# I'm considering buying a buck....any advice?



## freemotion (Jun 14, 2009)

I am going to call and go look at some 3-4 month old kids this week.  They are a nice mix of breeds I like, and I prefer mixed breeds.  It is very difficult to get a buck here in the 'burbs.  The better farms keep a closed farm, and the ones that answered my cl ad last year....well.....hmmmm....

It will also cost about the same to breed her as to buy a buckling.  I can also sell him if it is too much trouble to keep him year-round, I'm thinking. 

I plan to ask to see the sire and dam if possible, and ask about milking records for the dam.  We are not talking about a professional goat dairy here, so I'm not sure what I will see.

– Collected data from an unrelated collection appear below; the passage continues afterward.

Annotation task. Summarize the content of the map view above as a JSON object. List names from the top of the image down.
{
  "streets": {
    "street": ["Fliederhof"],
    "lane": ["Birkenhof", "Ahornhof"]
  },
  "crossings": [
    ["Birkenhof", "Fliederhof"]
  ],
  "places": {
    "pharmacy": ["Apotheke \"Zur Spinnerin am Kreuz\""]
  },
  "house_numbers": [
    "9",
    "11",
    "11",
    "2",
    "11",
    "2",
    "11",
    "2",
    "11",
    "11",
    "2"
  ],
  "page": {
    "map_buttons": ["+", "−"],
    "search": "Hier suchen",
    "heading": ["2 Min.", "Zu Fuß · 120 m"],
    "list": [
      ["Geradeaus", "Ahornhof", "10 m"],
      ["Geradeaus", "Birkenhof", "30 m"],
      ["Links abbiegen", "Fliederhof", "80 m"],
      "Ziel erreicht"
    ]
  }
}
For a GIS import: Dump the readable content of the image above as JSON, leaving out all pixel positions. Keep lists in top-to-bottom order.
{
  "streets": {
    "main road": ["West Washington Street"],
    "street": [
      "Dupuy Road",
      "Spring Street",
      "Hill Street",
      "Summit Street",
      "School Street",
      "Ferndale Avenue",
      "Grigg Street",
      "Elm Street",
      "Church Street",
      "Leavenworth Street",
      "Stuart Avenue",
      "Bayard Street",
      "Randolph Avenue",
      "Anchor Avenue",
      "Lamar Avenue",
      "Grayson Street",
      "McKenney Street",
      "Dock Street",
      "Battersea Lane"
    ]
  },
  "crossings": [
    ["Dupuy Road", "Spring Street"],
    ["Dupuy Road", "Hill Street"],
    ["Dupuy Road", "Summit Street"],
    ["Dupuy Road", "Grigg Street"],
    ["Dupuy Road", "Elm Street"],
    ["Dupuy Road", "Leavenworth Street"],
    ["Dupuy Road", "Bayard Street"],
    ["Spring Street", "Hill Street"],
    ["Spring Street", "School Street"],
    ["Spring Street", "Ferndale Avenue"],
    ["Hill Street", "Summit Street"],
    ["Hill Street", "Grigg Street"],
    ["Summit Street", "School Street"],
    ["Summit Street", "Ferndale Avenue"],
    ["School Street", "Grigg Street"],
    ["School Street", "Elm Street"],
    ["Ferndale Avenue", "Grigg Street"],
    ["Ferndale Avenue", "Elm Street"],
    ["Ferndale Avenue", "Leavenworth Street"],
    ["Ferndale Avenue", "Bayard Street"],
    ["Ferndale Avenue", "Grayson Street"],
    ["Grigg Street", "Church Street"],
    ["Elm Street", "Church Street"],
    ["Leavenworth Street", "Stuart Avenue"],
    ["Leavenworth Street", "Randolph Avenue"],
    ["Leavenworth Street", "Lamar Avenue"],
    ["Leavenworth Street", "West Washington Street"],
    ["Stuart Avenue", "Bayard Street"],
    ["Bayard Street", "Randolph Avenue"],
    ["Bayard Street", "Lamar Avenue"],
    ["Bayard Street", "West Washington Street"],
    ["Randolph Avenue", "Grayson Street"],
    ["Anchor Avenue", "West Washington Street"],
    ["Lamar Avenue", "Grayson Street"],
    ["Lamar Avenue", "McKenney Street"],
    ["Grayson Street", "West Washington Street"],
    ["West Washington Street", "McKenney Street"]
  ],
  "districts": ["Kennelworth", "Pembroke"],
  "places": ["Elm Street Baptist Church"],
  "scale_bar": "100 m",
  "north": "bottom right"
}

I also have a doeling who will be bred next year.  Then in a couple of years I will need another buck if I keep any doelings!  Yeesh!  My head is spinning!


----------



## Rence (Jun 14, 2009)

I keep two bucks, so that I can rotate does and offspring and reduce the likelihood of interbreeding. Plus, a lone buck is a lonely buck and more likely to get himself in trouble.  

I wasn't too interested in pedigree either but I'm finding that the milking pedigree makes a difference in quantity of milk production. However, your mixed breeds are probably better than registered purebred of mediocre pedigree. In addition, remember that you breed up with your buck (not your does), so in effect, he's half your whole herd. 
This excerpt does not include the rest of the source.